There are around 90 occurences of a “where” clause that contains an interpolated string within Magento. Every one of them is a potential security issue. All of them seem to be secured by argument verification, though.

Password Retrieval

Another way of gaining access to the administration panel is simply by getting the password. Joomla! had a vulnerability in this area not so long ago, for instance. Magento uses a fairly straightforward controller dispatch scheme, meaning that the “/admin/index/forgotpassword/” URL maps to functoin “forgotpasswordAction()” in the file “AdminHtml/controllers/IndexController.php”.

Peeking at the code for that function, I soon notice there’s no way I can get through. Unlike the Joomla!, the password is not set by the user, but rather re-generated by the server and sent back to the user. I can’t even insert my own email to receive the password: sending happens using a specific function that uses the user’s mail.

$user->sendNewPasswordEmail();

Another technique would be to somehow predict what password was generated by the server and plug it back in to connect. The password is generated as such:

$pass = substr(md5(uniqid(rand(), true)), 0, 6);

Now, that’s quite interesting. The server first generates an md5 hash: the characters inside the hash are fully random and unpredictable (unless I can somehow identify the initial state of uniqid and rand when I performed the re-generation, but that was designed to be impossible). Then, it selects the first 6 characters of the hash and uses them as the password. This means that the password contains six hexadecimal figures: there are 16 million possible passwords there, which is far weaker than the safety of a 6-character alphanumeric password (64 billion possible passwords) and ridiculous when compared with an 8-character password containing digits, numbers and punctuation (up to 70 million billion possible passwords).

Of course, this is nothing groundbreaking: 16 million possible passwords is plenty to be safe, especially since they’re randomly chosen and therefore impossible to guess without full brute-force. Besides, to do it, you would need to know the administrator username and email (which can be obtained through a minimal amount of social engineering).

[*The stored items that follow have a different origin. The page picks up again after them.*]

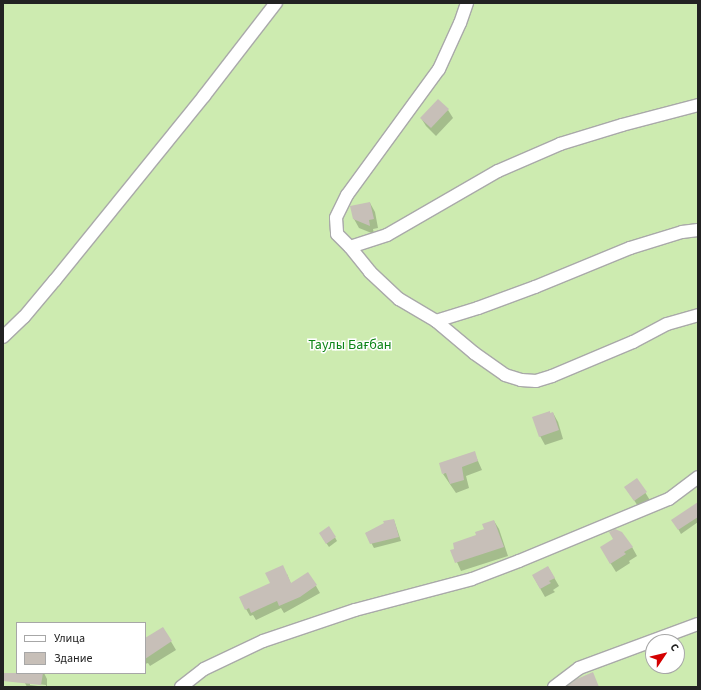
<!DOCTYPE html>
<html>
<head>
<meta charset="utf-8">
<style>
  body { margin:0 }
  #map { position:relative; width:701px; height:690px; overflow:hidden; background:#f2efe9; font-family:"Source Sans 3",sans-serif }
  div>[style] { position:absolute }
  .grass>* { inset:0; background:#cdebb0 }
  .shadow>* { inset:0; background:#0003 }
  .building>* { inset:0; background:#c7bfb8 }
  .roads { filter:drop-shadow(1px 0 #a9a9a9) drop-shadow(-1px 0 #a9a9a9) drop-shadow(0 1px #a9a9a9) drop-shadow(0 -1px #a9a9a9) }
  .minor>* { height:12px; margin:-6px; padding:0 6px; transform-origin:6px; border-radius:6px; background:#fff }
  span { translate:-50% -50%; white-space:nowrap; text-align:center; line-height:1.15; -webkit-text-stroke:3px #fff; paint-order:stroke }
  .park-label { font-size:14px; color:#0c8416 }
  .frame { position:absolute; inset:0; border:4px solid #222; pointer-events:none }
  .legend { position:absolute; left:16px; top:622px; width:130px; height:52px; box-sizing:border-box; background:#fff; border:1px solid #a7a7a7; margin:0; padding:5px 7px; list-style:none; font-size:12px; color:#222 }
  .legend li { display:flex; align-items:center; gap:8px; height:20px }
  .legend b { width:20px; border:1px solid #a7a7a7 }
  .north { position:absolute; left:645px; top:634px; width:40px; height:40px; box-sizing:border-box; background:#fff; border:1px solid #a7a7a7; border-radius:50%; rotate:55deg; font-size:11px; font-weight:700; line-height:16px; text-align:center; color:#222 }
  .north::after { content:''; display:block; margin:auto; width:14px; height:18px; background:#d40000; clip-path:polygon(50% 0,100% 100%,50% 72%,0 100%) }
</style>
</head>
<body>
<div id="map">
  <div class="grass">
    <div style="clip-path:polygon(evenodd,3px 3px,698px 3px,698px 687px,3px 687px,3px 3px,17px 623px,145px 623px,145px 673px,17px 673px,17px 623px,3px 3px,653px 642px,677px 642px,677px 666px,653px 666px,653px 642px)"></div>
  </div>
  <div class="shadow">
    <div style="clip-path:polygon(448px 110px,453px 118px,436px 136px,426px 126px,421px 118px)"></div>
    <div style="clip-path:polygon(370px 203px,375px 212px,378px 228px,373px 229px,374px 234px,359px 228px,354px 219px)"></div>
    <div style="clip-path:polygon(553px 413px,558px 422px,563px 439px,545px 445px,540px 436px,550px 414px)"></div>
    <div style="clip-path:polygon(474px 452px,482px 470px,466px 476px,469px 488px,456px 493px,443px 474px)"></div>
    <div style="clip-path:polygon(637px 479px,651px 502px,640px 509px,625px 487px)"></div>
    <div style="clip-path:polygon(691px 508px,698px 519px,698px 522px,681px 534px,673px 520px)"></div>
    <div style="clip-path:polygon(394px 520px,401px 541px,374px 548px,366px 533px)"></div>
    <div style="clip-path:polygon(494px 521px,499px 529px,508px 556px,461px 571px,452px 551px,478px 536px)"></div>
    <div style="clip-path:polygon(329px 527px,337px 541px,329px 547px,322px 537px)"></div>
    <div style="clip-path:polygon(632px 547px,637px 556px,629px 561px,630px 563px,616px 572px,606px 556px)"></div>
    <div style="clip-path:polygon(548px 567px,559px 586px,553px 590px,555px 592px,545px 597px,533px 576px)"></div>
    <div style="clip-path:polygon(287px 574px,291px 584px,316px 586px,320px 593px,284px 613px,281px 608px,256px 620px,253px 615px,250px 616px,246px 609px,271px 583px)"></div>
    <div style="clip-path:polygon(163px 628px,176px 650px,150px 666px,148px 663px,145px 664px,145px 639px)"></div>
    <div style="clip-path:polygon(evenodd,26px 673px,44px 673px,47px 679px,47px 687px,27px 687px,25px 683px,26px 673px,30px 683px,46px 685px,46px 687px,30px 685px,30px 683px)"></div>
  </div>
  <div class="building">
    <div style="clip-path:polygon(438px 99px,449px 109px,431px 128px,420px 118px)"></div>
    <div style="clip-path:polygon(370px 202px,374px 219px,369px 220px,370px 226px,353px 219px,350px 206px)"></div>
    <div style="clip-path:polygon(550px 411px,550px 413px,553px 412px,559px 430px,539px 437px,532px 417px)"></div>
    <div style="clip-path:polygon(475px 451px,478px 461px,462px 467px,464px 480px,450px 484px,446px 473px,442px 474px,439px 463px)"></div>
    <div style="clip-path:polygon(637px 478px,647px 492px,634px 501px,624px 487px)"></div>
    <div style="clip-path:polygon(698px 502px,698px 517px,678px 530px,671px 520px)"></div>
    <div style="clip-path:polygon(394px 519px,399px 537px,370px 544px,365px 533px,384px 523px,383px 521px)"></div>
    <div style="clip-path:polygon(494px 520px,504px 547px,455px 563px,450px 550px,454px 549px,453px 543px,476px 535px,475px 532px,484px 529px,482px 524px)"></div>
    <div style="clip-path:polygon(329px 526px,336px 537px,326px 544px,319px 533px)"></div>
    <div style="clip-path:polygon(615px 529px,622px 532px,633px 547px,624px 552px,626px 554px,610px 564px,600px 547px,613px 539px,609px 532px)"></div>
    <div style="clip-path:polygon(283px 565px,291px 583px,308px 572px,317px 585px,300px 597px,279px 606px,277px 601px,251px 613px,249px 608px,245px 610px,239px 597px,270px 583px,265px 573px)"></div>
    <div style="clip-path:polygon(548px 566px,555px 578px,549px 581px,551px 583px,540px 589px,532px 575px)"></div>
    <div style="clip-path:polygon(163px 627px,172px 641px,145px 659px,145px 638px)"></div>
    <div style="clip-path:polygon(593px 672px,599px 687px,566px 687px,577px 679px)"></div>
    <div style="clip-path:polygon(3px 673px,43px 673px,41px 685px,3px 681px)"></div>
  </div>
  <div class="roads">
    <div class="minor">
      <div style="left:467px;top:3px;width:21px;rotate:109deg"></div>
      <div style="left:460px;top:23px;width:51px;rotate:114.5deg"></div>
      <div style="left:439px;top:69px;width:156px;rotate:126.1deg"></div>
      <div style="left:347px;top:195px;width:25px;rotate:116deg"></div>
      <div style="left:336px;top:218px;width:16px;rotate:86deg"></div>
      <div style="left:337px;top:234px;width:18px;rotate:45deg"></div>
      <div style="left:350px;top:247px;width:32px;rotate:51deg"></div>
      <div style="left:370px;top:272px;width:40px;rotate:43deg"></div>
      <div style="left:399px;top:299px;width:43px;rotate:30.7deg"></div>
      <div style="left:436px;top:321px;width:50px;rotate:40.1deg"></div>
      <div style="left:474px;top:353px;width:38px;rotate:35deg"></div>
      <div style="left:505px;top:375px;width:17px;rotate:17deg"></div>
      <div style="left:521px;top:380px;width:15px;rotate:4deg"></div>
      <div style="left:536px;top:381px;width:17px;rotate:-17deg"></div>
      <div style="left:552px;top:376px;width:88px;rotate:-22.8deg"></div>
      <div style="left:633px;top:342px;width:38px;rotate:-28deg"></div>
      <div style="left:667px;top:324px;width:32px;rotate:-16deg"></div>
      <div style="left:350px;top:247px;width:39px;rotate:-18deg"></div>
      <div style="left:387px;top:235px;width:128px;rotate:-30deg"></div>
      <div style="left:498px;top:171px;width:68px;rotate:-23.5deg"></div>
      <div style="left:560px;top:144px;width:65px;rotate:-17deg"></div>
      <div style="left:622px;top:125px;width:79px;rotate:-14.7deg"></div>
      <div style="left:436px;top:321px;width:44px;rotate:-17.2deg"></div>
      <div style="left:478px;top:308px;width:61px;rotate:-20.2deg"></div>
      <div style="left:535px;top:287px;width:103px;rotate:-22.3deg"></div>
      <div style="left:630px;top:248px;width:54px;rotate:-17.1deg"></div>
      <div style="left:682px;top:232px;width:16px;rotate:-7deg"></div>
      <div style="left:3px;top:337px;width:29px;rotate:-44deg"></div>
      <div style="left:24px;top:317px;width:48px;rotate:-50deg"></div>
      <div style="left:55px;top:280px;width:237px;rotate:-51deg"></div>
      <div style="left:204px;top:96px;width:118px;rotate:-52.3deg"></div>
      <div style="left:181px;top:687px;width:29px;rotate:-38deg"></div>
      <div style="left:204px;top:669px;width:65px;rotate:-25.4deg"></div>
      <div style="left:263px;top:641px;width:97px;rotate:-18.6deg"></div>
      <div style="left:355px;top:610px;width:121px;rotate:-14.8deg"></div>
      <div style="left:472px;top:579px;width:50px;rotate:-21deg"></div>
      <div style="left:519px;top:561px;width:162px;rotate:-22.5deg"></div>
      <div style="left:669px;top:499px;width:36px;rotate:-37deg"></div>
      <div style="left:554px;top:687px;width:31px;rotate:-37deg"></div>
      <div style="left:579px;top:668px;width:127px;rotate:-20.3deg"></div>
    </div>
  </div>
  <div class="park-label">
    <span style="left:350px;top:345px">Таулы Бағбан</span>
  </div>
  <div class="frame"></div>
  <ul class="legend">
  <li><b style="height:5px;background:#fff"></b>Улица</li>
  <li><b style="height:11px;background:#c7bfb8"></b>Здание</li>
  </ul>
  <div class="north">С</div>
</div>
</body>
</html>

Either way, an improved password-generation method would be to use base64_encode to generate alphanumeric passwords instead of just hex passwords like the above:

$pass = substr(base64_encode(md5(uniqid(rand(), true), true)), 0, 6);

This brings back the number of possible passwords to 64 billion, which is beyond brute-force.

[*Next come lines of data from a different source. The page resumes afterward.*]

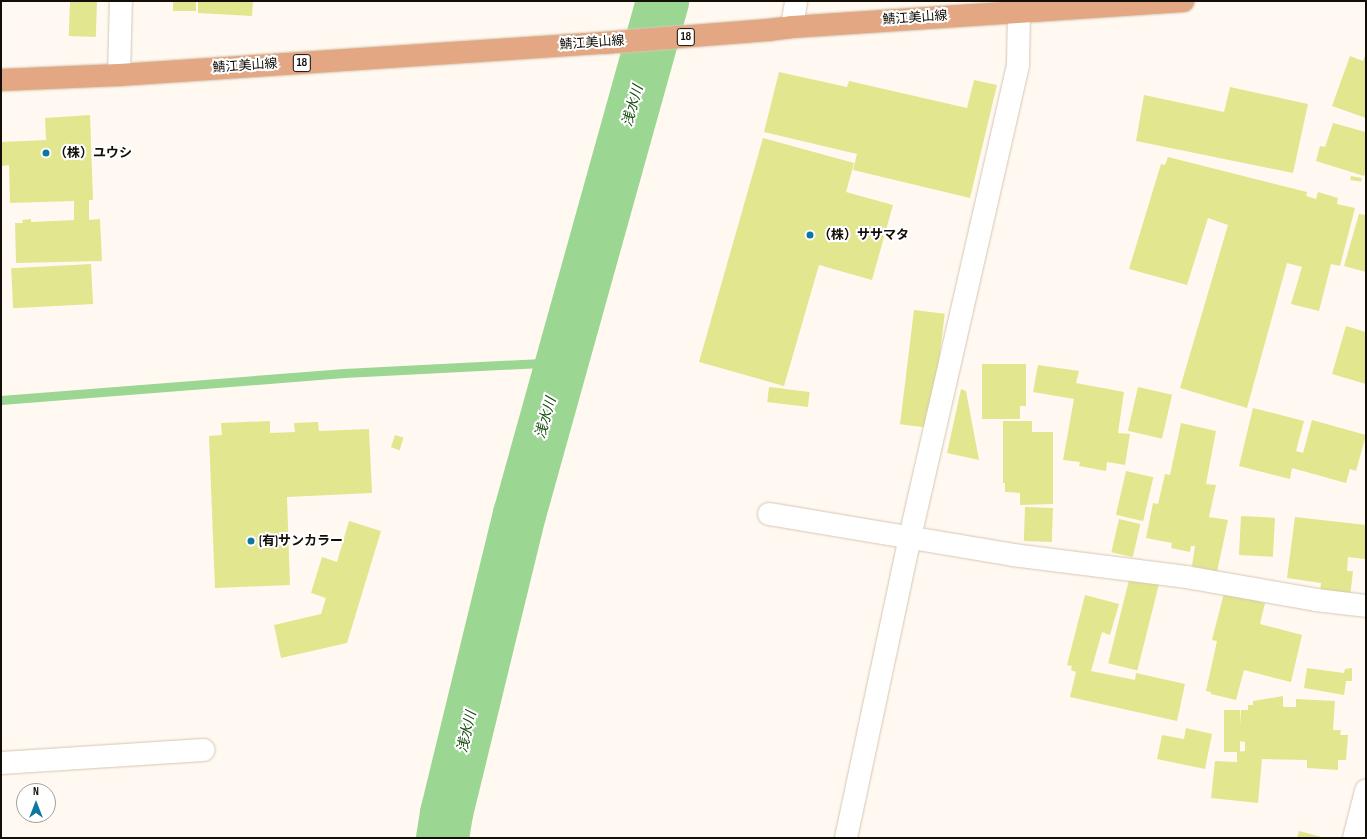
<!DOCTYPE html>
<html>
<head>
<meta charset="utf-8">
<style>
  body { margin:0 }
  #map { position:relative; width:1367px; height:839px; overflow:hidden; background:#fff9f1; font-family:"Sofia Sans Condensed","Noto Sans JP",sans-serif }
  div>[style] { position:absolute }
  .stream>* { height:9px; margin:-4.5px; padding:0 4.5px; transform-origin:4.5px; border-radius:4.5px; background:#9cd693 }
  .river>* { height:53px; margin:-26.5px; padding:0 26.5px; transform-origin:26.5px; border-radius:26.5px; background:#9cd693 }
  .building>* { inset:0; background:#e2e68f; transform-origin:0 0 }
  .roads { filter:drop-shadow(0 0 1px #d5c7b2) drop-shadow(0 0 1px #d5c7b2) }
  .street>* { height:22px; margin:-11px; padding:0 11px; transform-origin:11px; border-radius:11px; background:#fff }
  .primary>* { height:22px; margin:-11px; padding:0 11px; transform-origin:11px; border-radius:11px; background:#e3a783 }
  .dots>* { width:11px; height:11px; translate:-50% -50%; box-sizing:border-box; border:2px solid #fff; border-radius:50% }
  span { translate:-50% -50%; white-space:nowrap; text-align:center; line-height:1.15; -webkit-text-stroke:4px #fff; paint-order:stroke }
  .shield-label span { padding:1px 3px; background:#fff; border:1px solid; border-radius:3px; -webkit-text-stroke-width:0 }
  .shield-label { font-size:12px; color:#130e07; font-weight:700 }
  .street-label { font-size:13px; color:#130e07 }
  .poi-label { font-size:13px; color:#130e07; font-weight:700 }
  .left { translate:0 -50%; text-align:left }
  .water-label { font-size:14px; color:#144d0b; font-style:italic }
  .frame { position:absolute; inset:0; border:2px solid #130e07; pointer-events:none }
  .north { position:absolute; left:16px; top:783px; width:40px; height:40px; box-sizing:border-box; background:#fff; border:1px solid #a19f9c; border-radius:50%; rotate:0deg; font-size:11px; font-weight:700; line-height:16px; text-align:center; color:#130e07 }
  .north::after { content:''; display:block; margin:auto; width:14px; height:18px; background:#0d77a2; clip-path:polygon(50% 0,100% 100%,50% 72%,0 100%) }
</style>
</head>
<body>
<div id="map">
  <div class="stream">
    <div style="left:1px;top:400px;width:344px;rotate:-4.5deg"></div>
    <div style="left:344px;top:373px;width:218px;rotate:-2.9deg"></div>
  </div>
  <div class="river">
    <div style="left:442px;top:838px;width:25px;rotate:-81deg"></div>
    <div style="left:446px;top:813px;width:308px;rotate:-76.3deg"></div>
    <div style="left:519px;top:514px;width:533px;rotate:-74.42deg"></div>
  </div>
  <div class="building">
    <div style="left:70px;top:1px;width:27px;height:35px;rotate:2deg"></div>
    <div style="left:173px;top:1px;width:23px;height:10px"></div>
    <div style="clip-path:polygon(198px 1px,253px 1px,252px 16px,198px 13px)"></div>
    <div style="clip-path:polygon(1366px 53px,1366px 118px,1332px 106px,1350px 56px,1363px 61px)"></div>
    <div style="clip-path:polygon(779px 72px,847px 87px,849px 81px,967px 108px,974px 80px,997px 85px,970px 198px,853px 170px,857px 154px,764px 132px)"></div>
    <div style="clip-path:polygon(1230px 87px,1308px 104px,1293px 173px,1136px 141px,1144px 95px,1224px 112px)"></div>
    <div style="clip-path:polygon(90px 115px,93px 200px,89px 200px,89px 220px,100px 219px,102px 261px,16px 263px,15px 223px,23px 223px,22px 220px,31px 219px,31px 222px,74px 220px,74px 201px,10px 203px,9px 165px,1px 166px,1px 142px,46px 140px,45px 118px)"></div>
    <div style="clip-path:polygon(1333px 123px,1366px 132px,1366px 170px,1364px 176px,1316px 161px,1320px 146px,1325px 147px)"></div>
    <div style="clip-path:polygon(763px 138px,854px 163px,846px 192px,893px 205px,872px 280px,819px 265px,784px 386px,699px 362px)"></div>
    <div style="clip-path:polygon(1168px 157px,1307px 192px,1306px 196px,1316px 199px,1318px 192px,1338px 198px,1337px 204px,1355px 208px,1340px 266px,1331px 264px,1319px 311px,1291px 304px,1302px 267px,1287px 263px,1247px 408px,1180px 388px,1228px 225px,1208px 218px,1187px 285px,1129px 269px,1161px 164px,1165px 165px)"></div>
    <div style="left:1351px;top:176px;width:11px;height:4px;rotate:10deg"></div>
    <div style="clip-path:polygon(1359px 214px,1366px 215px,1366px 272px,1344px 266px)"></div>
    <div style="left:91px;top:264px;width:40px;height:80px;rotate:87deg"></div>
    <div style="left:914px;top:310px;width:31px;height:115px;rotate:7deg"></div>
    <div style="clip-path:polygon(1346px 326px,1366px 332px,1366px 384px,1332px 374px)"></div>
    <div style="clip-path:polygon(982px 364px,1026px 364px,1026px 406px,1020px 406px,1020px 419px,982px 419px)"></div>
    <div style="clip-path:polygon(1038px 365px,1079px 371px,1076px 383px,1124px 392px,1118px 433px,1130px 434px,1125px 465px,1107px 462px,1106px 471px,1079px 466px,1080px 462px,1063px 460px,1074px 399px,1033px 392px)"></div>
    <div style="left:769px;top:387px;width:41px;height:15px;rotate:7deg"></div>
    <div style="left:1138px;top:387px;width:35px;height:45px;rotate:13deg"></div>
    <div style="clip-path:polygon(961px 389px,966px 391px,979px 460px,947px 453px)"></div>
    <div style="clip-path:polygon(1253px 408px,1304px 421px,1296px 451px,1303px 453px,1312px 420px,1366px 435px,1356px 471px,1350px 469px,1346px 483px,1292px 468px,1290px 479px,1239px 466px)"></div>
    <div style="clip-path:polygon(270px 421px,270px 433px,295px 432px,294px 423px,318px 422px,319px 431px,369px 429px,372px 493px,287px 497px,290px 585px,215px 588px,209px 436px,222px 435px,221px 423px)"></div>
    <div style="clip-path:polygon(1003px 421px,1032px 421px,1032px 432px,1053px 432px,1053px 504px,1020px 505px,1020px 493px,1005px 492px,1005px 483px,1003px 483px)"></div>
    <div style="clip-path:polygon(1181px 423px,1216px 431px,1206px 484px,1216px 485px,1209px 517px,1228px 520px,1217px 572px,1192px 566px,1195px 546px,1191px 546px,1190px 552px,1171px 548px,1172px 543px,1146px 538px,1153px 503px,1158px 504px,1165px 474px,1170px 475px)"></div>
    <div style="left:395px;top:435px;width:9px;height:13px;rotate:18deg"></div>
    <div style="left:1126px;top:471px;width:28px;height:45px;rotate:13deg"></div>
    <div style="left:1025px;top:507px;width:28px;height:34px;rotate:2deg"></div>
    <div style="left:1241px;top:516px;width:34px;height:39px;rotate:3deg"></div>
    <div style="clip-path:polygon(1295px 517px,1366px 525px,1365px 559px,1348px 557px,1347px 571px,1353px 571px,1350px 598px,1320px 594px,1321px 583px,1287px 578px)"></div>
    <div style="left:1119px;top:519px;width:22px;height:34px;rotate:13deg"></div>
    <div style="clip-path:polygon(349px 521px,381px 531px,347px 643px,281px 658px,274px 625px,321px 614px,326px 598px,311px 593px,322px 557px,337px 562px)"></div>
    <div style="left:1130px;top:576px;width:30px;height:90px;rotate:14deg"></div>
    <div style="clip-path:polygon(1224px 593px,1265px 603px,1260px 624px,1302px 635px,1291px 682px,1244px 670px,1236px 700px,1211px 694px,1211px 692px,1206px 691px,1217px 641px,1212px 640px)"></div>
    <div style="clip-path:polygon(1085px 595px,1119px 604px,1110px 635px,1102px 632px,1091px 671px,1135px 680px,1136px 673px,1185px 684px,1177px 721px,1070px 697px,1076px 672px,1071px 670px,1072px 666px,1067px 665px)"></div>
    <div style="clip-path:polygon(1307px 668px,1344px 673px,1345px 669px,1352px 668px,1352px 681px,1346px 681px,1344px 695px,1304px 688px)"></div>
    <div style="clip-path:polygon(1283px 696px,1283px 707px,1296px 707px,1296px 699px,1335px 701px,1333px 730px,1341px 730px,1340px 735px,1348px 735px,1346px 760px,1338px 760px,1338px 770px,1307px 768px,1307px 760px,1262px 759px,1258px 803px,1211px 798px,1215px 761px,1237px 762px,1237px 752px,1245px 751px,1245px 742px,1239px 741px,1241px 710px,1248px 710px,1248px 705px,1253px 705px,1253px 701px)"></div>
    <div style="left:1224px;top:710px;width:16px;height:42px"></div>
    <div style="clip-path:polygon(1186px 728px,1212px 734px,1205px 769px,1157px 759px,1162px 735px,1184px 739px)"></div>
    <div style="clip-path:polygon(1299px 831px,1307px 833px,1325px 838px,1297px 838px)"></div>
  </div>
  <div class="roads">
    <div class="street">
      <div style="left:792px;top:27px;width:26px;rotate:-81deg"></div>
      <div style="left:119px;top:75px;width:74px;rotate:-88.5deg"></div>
      <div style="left:769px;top:514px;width:247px;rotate:9.5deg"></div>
      <div style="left:1013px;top:555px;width:174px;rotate:7.2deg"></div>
      <div style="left:1186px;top:577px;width:132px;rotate:10deg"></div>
      <div style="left:1316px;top:600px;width:50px;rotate:6.8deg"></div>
      <div style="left:1px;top:763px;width:203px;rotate:-3.7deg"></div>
      <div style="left:846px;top:838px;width:308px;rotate:-78deg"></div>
      <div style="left:910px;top:537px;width:485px;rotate:-77.1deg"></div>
      <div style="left:1018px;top:64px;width:53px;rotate:-88.9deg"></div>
      <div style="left:1354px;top:838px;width:49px;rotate:-75.7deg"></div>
    </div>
    <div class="primary">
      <div style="left:1px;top:80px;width:118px;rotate:-2.4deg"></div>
      <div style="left:119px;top:75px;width:485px;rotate:-3.8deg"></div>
      <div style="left:603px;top:43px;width:166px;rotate:-4.5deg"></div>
      <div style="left:768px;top:30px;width:24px;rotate:-7deg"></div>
      <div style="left:792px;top:27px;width:392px;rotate:-3.8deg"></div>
    </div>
  </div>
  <div class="dots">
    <div style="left:46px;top:153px;background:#0d77a2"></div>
    <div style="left:810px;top:235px;background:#0d77a2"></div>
    <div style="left:251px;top:541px;background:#0d77a2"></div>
  </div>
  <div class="shield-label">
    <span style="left:686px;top:37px">18</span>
    <span style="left:302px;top:63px">18</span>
  </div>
  <div class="street-label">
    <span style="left:915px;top:18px;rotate:-4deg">鯖江美山線</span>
    <span style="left:592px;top:43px;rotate:-4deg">鯖江美山線</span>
    <span style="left:245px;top:66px;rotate:-4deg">鯖江美山線</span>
  </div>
  <div class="poi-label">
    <span class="left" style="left:54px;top:153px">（株）ユウシ</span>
    <span class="left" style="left:818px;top:235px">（株）ササマタ</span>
    <span class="left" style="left:259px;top:541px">(有)サンカラー</span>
  </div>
  <div class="water-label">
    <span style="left:633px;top:106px;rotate:-74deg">浅水川</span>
    <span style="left:546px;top:418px;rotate:-74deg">浅水川</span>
    <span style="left:467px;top:732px;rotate:-77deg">浅水川</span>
  </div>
  <div class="frame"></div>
  <div class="north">N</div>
</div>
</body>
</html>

This doesn’t eliminate the annoyance of changing the password without a confirmation e-mail: as soon as you know the administrator’s mail, you can generate a new password as often as you want, and you can even do it fast enough to make the “read password from mail and write password in box” process too slow to use the latest password, or even have the mail-sending script burst (because it’s blacklisted for flooding, for instance) and leave the user with no password.